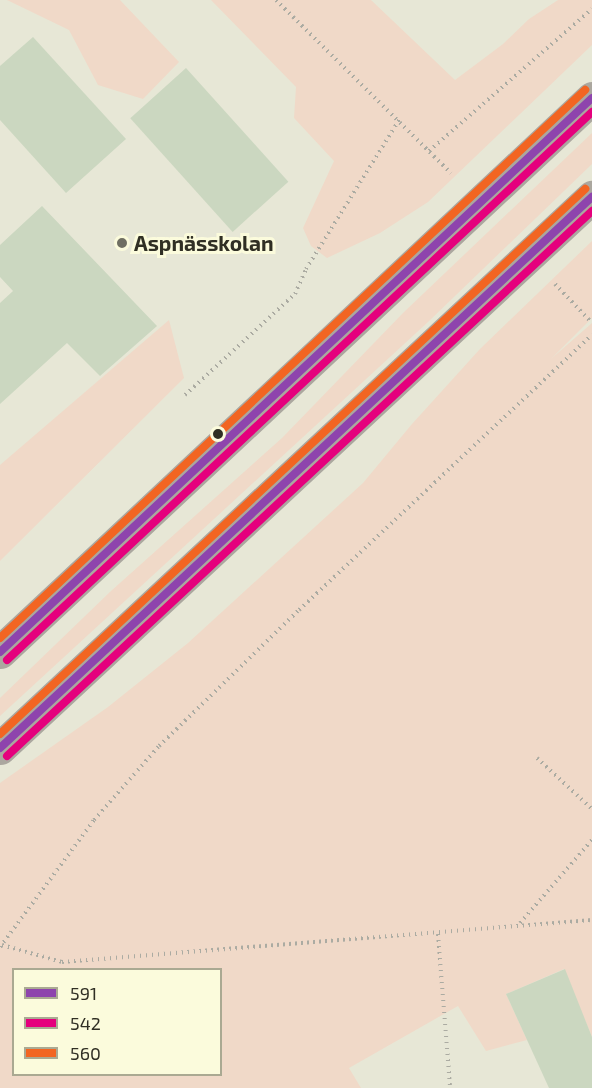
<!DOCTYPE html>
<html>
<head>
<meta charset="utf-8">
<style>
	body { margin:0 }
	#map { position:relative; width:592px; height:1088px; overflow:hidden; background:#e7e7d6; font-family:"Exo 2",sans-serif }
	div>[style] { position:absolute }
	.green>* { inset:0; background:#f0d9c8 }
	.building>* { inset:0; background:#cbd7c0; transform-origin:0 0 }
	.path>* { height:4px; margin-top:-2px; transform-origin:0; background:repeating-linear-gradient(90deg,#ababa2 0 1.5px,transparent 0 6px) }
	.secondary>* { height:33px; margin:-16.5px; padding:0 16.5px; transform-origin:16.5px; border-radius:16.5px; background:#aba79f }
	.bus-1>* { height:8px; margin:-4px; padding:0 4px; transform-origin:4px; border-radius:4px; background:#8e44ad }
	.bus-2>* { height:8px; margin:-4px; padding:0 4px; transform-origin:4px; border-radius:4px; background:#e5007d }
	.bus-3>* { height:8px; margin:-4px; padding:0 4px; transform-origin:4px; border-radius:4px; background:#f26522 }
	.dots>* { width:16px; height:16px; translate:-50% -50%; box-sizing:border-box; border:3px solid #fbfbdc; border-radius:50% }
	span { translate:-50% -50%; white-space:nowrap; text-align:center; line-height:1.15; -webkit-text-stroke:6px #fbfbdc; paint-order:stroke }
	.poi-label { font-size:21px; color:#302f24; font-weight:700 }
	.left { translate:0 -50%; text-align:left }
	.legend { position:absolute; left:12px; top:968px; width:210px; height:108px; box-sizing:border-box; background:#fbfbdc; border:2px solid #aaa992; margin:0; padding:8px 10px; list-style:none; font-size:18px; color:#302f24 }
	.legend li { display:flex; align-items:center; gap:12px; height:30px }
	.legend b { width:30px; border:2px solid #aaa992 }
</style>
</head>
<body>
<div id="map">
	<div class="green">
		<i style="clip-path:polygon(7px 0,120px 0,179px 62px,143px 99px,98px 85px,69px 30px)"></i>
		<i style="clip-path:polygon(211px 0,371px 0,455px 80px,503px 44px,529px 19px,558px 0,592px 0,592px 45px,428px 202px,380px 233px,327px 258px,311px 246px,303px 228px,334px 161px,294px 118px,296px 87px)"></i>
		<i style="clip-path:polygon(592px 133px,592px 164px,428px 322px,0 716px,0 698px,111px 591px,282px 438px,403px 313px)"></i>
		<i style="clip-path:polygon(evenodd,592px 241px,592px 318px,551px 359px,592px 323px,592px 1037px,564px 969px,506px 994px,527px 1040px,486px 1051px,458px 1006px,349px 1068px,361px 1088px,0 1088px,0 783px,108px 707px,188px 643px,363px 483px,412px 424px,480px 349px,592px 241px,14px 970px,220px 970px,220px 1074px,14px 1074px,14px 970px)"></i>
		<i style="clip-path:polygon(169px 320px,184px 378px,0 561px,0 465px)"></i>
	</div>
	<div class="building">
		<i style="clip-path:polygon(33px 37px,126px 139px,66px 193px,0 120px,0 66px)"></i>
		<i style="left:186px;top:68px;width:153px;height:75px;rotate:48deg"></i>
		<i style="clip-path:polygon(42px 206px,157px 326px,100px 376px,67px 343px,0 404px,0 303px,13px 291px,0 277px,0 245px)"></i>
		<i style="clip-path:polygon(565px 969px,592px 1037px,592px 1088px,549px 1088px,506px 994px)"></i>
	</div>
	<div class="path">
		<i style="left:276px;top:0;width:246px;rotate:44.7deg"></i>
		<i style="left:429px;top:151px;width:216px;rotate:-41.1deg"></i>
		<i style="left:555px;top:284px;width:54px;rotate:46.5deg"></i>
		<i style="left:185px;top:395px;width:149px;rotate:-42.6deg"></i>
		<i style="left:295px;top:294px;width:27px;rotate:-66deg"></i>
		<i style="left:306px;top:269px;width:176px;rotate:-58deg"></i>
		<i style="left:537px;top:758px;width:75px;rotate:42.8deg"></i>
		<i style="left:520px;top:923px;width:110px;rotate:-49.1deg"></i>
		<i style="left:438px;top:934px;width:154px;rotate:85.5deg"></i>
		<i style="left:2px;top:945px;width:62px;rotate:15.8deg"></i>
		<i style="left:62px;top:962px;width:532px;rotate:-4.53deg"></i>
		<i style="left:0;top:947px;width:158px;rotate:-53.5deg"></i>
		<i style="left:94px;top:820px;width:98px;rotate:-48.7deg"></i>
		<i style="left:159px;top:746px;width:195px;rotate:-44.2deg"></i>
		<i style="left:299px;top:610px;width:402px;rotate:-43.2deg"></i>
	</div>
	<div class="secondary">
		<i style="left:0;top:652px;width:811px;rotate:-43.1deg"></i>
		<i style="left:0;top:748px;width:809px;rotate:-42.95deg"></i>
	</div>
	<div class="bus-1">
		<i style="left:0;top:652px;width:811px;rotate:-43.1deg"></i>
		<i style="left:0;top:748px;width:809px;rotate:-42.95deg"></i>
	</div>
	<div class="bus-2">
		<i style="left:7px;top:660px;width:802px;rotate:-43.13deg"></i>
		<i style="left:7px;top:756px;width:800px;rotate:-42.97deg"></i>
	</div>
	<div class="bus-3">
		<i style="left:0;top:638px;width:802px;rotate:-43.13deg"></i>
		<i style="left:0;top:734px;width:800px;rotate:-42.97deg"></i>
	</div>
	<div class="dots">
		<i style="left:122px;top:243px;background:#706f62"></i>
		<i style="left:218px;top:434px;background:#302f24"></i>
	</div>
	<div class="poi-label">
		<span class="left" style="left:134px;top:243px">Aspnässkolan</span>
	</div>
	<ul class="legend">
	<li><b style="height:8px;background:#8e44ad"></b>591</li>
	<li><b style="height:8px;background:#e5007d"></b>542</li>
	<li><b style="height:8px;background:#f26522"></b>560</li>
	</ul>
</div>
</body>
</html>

#####

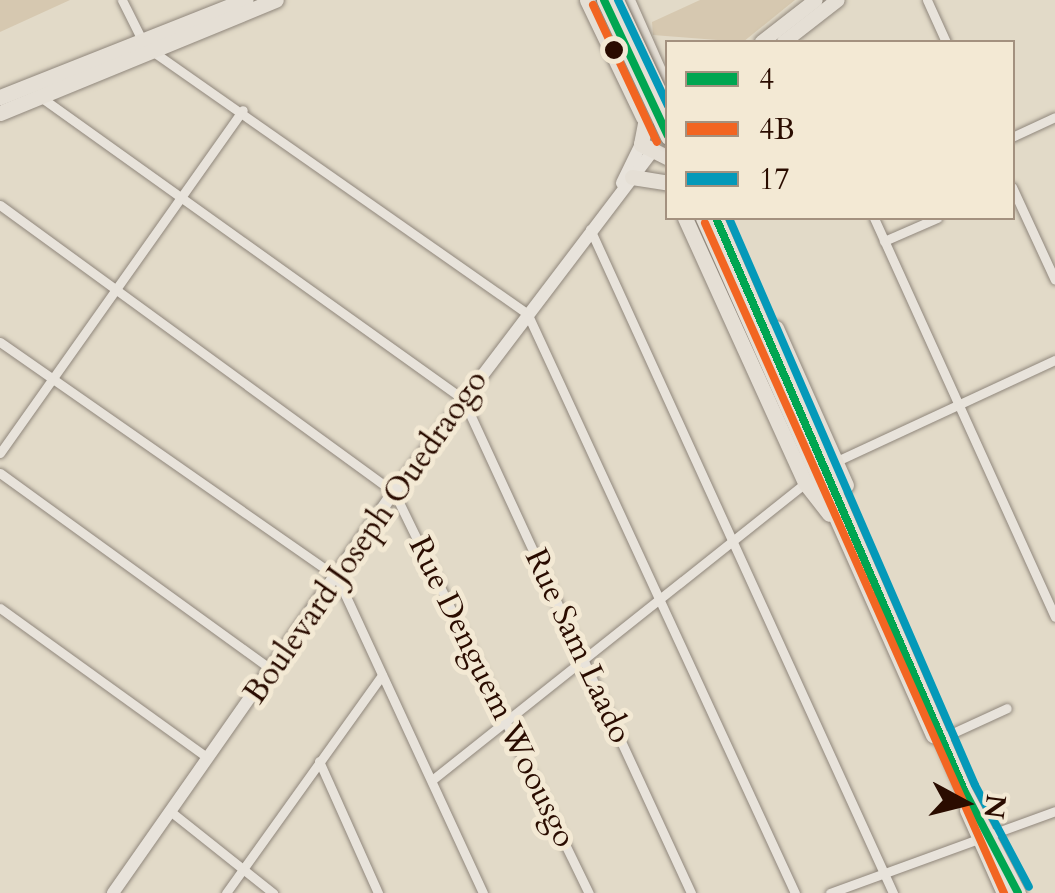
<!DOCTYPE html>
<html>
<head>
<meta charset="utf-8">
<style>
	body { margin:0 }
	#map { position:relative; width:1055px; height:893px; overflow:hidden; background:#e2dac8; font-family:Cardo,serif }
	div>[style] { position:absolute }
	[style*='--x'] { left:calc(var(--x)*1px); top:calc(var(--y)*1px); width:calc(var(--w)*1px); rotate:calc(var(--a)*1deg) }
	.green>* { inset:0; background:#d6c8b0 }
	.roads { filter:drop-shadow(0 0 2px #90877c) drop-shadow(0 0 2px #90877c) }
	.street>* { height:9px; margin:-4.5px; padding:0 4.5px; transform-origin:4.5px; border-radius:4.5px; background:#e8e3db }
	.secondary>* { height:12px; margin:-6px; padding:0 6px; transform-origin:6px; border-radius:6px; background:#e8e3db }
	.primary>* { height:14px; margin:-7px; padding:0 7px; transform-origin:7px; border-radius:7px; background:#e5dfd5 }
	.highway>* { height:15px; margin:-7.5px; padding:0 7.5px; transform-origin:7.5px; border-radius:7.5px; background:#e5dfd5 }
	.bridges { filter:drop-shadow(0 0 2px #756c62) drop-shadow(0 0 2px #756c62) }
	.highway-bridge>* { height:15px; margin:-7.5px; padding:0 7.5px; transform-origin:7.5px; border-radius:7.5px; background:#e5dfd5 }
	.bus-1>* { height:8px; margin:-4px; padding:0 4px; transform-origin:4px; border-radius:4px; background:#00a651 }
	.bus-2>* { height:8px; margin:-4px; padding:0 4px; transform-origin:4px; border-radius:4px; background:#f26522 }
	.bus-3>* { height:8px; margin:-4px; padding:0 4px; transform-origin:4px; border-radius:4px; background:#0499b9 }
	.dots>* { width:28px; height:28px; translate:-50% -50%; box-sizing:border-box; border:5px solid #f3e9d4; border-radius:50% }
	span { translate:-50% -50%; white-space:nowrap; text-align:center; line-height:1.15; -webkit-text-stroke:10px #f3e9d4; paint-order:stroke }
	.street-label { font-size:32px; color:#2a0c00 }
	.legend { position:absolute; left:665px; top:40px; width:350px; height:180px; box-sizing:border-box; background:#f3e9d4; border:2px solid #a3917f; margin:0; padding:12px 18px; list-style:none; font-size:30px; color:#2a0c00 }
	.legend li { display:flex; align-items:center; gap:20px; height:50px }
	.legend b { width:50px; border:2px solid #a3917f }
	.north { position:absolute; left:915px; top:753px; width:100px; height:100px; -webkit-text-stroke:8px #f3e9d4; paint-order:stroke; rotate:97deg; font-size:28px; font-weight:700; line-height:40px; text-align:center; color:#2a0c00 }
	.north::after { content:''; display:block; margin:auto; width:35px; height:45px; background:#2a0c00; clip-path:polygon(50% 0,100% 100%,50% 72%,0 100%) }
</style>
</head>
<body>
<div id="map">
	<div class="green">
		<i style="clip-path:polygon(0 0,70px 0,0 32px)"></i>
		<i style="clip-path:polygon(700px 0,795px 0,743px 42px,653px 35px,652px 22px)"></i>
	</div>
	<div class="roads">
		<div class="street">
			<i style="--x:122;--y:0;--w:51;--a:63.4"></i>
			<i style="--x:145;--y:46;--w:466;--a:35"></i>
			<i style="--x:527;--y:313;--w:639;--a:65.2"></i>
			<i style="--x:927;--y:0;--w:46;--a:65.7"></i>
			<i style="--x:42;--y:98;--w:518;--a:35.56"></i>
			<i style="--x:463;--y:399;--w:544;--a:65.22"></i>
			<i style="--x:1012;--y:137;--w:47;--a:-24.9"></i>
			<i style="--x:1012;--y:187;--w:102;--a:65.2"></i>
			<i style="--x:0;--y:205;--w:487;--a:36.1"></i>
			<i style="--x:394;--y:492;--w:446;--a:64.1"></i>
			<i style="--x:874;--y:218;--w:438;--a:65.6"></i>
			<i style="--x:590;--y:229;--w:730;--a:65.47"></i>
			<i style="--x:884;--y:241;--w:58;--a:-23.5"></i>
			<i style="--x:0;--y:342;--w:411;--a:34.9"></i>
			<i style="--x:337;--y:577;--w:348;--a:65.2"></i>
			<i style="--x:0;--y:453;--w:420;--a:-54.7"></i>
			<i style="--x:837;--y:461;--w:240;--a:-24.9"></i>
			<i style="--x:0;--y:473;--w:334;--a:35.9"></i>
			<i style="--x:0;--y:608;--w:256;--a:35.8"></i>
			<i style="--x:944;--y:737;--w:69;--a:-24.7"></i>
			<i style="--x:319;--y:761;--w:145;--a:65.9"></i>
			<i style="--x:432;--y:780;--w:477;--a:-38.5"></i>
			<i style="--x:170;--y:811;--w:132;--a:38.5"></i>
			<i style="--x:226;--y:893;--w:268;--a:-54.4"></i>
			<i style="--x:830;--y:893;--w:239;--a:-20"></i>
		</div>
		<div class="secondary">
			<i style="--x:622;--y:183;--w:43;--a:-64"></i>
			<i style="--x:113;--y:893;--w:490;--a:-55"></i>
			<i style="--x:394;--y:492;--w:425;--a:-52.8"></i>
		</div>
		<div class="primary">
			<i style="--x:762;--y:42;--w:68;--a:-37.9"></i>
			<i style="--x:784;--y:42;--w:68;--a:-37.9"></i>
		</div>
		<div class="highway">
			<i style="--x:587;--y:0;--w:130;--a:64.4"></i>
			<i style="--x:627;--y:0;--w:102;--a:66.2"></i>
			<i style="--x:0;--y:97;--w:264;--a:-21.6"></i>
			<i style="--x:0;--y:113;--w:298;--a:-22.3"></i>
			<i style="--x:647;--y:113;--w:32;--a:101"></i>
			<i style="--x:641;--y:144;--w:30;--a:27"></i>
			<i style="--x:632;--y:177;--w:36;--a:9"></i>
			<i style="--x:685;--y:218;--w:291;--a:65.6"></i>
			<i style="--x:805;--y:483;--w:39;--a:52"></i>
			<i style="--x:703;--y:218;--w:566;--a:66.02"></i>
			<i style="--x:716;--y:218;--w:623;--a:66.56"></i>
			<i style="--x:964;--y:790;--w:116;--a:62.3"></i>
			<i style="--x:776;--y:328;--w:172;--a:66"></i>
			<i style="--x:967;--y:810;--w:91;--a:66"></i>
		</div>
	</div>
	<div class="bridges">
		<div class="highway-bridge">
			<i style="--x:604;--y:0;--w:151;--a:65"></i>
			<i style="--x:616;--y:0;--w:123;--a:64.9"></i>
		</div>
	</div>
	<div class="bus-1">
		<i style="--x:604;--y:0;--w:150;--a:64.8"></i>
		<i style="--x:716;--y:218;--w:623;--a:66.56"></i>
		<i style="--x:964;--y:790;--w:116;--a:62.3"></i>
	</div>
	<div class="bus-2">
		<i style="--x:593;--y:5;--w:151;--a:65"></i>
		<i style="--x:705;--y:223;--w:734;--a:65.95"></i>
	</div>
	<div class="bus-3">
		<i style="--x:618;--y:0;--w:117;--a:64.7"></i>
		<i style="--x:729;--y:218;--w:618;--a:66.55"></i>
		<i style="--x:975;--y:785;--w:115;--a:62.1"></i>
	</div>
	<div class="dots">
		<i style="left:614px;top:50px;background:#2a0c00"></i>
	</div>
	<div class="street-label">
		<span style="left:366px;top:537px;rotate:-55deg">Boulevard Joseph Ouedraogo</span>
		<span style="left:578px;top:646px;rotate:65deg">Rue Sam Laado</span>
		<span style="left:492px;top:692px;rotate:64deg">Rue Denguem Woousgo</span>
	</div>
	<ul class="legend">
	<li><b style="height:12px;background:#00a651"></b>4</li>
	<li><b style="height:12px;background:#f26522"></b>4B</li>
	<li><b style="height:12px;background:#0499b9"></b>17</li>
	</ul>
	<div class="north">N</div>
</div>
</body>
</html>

#####

▶ _WHAT YOU NEED TO DO_
Each line that holds the word "space" should be extracted from the records.

▶ _ANSWER FOR THE TASK_
	span { translate:-50% -50%; white-space:nowrap; text-align:center; line-height:1.15; -webkit-text-stroke:6px #fbfbdc; paint-order:stroke }
	span { translate:-50% -50%; white-space:nowrap; text-align:center; line-height:1.15; -webkit-text-stroke:10px #f3e9d4; paint-order:stroke }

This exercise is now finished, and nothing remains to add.